Tag Archives: Selenium

Awesome Stuff – Selenium, RobotFramework, test automation, etc.

24 Feb

A while back I came across the “awesome” series of listings of (good?) resources for a given category (awesome go/java/ruby/python/etc.).

Well, it’s nice that it has expanded to other areas beyond programming languages, and per se to my original blog content, some areas I and my readers are interested in that I thought to share (if you haven’t already come across them):

I’m contributing to these as I can. And we all should, but at the same time, in keeping with the motto “awesome”, entries in the list should have good reason to be there, not just “yet another related thing to put on the list”, should be something special, otherwise, it will end up a bloated list of (spam-y) stuff.

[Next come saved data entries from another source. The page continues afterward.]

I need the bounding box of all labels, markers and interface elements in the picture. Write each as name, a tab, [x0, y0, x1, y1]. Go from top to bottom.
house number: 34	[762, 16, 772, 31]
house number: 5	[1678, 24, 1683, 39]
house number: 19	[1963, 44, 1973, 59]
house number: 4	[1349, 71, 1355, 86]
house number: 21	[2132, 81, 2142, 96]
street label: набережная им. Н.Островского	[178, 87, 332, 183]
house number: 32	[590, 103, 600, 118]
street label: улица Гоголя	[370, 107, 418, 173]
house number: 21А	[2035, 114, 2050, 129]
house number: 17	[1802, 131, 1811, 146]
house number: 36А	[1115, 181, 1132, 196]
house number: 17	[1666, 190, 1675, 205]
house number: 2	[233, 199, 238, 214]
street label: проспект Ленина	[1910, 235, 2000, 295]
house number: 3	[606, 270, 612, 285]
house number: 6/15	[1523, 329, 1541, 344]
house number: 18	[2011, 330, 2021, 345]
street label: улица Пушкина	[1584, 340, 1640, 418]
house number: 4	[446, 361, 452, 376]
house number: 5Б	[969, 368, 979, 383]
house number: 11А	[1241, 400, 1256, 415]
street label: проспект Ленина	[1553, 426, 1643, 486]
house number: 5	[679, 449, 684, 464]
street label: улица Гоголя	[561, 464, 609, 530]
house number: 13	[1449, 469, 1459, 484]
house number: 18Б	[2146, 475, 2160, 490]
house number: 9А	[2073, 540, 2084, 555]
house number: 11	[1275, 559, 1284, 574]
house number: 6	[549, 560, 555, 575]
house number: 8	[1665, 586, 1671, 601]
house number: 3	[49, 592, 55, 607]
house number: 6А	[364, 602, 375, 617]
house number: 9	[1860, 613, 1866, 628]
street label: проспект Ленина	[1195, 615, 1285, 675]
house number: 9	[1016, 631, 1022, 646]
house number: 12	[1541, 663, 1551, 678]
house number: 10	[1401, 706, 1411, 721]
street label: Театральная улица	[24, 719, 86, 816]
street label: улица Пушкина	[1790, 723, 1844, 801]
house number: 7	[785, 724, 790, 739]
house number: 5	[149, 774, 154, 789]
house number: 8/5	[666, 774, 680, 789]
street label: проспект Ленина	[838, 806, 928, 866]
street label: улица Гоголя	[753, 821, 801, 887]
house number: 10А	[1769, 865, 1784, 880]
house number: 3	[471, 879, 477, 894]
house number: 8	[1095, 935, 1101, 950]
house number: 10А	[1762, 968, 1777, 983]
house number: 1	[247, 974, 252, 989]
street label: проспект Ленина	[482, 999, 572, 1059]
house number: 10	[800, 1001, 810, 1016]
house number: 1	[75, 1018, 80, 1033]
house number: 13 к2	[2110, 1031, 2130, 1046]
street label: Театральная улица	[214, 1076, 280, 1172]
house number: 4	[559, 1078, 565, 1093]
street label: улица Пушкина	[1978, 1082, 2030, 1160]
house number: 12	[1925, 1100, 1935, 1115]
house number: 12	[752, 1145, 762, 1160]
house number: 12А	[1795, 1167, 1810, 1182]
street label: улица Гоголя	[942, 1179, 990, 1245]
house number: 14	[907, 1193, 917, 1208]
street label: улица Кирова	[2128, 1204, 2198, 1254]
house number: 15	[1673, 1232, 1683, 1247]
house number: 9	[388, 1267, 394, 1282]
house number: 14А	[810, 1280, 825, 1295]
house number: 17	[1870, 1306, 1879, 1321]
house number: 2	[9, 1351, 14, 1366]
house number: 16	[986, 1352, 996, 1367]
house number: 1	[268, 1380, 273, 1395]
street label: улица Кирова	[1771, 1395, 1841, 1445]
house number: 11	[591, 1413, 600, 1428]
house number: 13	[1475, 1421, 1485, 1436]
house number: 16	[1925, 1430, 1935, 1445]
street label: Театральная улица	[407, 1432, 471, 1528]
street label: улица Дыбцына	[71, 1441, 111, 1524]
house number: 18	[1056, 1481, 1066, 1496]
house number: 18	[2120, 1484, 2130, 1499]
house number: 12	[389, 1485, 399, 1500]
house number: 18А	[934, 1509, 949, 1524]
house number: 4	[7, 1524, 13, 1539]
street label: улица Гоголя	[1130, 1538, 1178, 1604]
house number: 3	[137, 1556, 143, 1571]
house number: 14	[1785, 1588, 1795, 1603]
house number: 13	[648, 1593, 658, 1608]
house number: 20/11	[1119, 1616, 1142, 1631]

A page object representing both desktop and mobile views or website and mobile app

2 Mar

It just occurred to me today, from reading a Selenium forum post, that a past blog post of mine can also apply to the following cases:

  • you have both desktop and mobile views for a website or web app (e.g. responsive design, etc.)
  • you have a website and a native mobile app that offers similar service/functionality

and as such in both these cases there is shared logic (user/app/site workflow, element locators – even if the actual values differ, but the “logical” representation is the same such as login button on both web site and mobile app, etc.).

Using the techniques defined in that other post, you can share locator references/variables and share page object methods and have a single page object represent both mobile & web versions. For sharing of methods with branching logic, instead of checking which A/B flow to go through, you check what platform you’re on and go to appropriate branch logic based on that.

Also on some specifics, I haven’t tested this type of implementation before, but in theory should work out even for cases where you have website and a native mobile app:

  • You just have to use the right driver instance in the page object methods (or instantiate the page object with the right driver instance), etc. based on the platform (e.g. Appium/ios-driver/etc. vs Selenium WebDriver).
  • For shared locators, XPath may work best, using the multi-valued locator approach with pipes “|”. That is because I know Appium (at least) supports XPath based locators. Not sure about CSS selectors. So, I’m hoping/assuming Appium supports the multi-valued XPath functionality. Don’t know about the other tools lke ios-driver, etc. If this doesn’t work out, you would need separate locator references/variables then.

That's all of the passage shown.